The government may not be willing to reform repressive laws, but it is prepared to use its largesse to attempt to reform potential dissidents. The first thing I noticed at the Khartoum residence of the former Darfur rebel Minni Minawi was the Sudanese government license plate on his brand-new black Mercedes. Appointed a presidential adviser after being the only rebel leader to sign the ill-fated 2006 Darfur Peace Agreement, Minawi has been living comfortably in Khartoum, doing nothing for those he once claimed to represent.

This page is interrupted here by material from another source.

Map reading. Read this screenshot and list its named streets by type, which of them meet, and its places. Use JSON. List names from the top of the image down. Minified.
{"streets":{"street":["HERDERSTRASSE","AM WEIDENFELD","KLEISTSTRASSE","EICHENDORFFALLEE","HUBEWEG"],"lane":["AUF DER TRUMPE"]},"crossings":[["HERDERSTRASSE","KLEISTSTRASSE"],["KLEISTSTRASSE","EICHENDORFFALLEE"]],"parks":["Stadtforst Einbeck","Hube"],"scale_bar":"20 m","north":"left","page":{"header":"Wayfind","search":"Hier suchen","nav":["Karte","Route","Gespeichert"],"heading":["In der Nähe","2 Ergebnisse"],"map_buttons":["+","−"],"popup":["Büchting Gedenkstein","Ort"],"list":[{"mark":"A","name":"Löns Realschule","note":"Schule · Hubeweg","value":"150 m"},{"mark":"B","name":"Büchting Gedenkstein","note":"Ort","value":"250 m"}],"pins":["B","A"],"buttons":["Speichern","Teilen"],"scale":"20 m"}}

Most dispiriting of all my meetings was the one with Ghazi Suleiman -- the man once referred to as "the godfather of human rights in Sudan." Responding to allegations of rape in Darfur, Suleiman now parrots Bashir's line, "They are all false. . . . I have been to Darfur and met a woman who had claimed she was raped," he said. "I asked her what does this word 'rape' mean? She had no answer." It seemed fruitless to point out that a woman who had been raped might not want to tell her traumatic story to a skeptical male stranger. According to Suleiman, "Now is the best time in the history of Sudan."
For those who cannot be co-opted, intimidation seems to be the NCP's preferred tactic. While I was in Khartoum, the government threatened to lift the parliamentary immunity of Yasir Arman, the head of the SPLM's northern delegation, for speaking out against public order laws. These vaguely worded morality laws serve as ideal vehicles for harassing anyone who has fallen out of favor with the government. "Yasir Arman is an MP, a prominent figure -- and they manage to bully him," said Salih Mahmoud Osman, a globally acclaimed human rights activist and a member of the Sudanese parliament. "Imagine what it is like for ordinary people. How can they possibly vote freely? "We've been hearing the U.S. government has agreed to donate $21 million for elections. We know the Carter Center has been holding workshops. But elections are supposed to be about the will of the people. To hold an election in this climate . . ." Osman's voice trailed off in despair.

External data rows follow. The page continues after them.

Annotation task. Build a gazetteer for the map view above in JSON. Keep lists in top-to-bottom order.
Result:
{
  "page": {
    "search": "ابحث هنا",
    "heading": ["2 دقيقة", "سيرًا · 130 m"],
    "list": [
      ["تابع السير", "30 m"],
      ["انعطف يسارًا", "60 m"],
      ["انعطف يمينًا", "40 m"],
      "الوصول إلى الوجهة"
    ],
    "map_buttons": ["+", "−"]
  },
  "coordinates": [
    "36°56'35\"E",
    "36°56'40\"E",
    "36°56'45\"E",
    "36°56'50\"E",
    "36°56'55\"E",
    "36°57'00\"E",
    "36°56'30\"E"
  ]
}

Sudanese citizens are being asked to go to the polls for their first "democratic" election in over two decades under decidedly undemocratic circumstances. Even in the semi-autonomous south of the country, where repression is less overt, potential voters face significant hurdles. In an area where the UN reports a literacy rate of 24 percent (only 12 percent for women), voters are being asked to complete 12 separate ballots. Members of the international community -- which has signed up to fund a significant portion of the election (the UN has just announced a $91 million donation to the Bashir-appointed National Elections Commission) -- must ask whether they should be supporting this election at all. As one Sudanese academic who requested anonymity put it: "Elections with what objective? Legitimating an illegitimate regime?"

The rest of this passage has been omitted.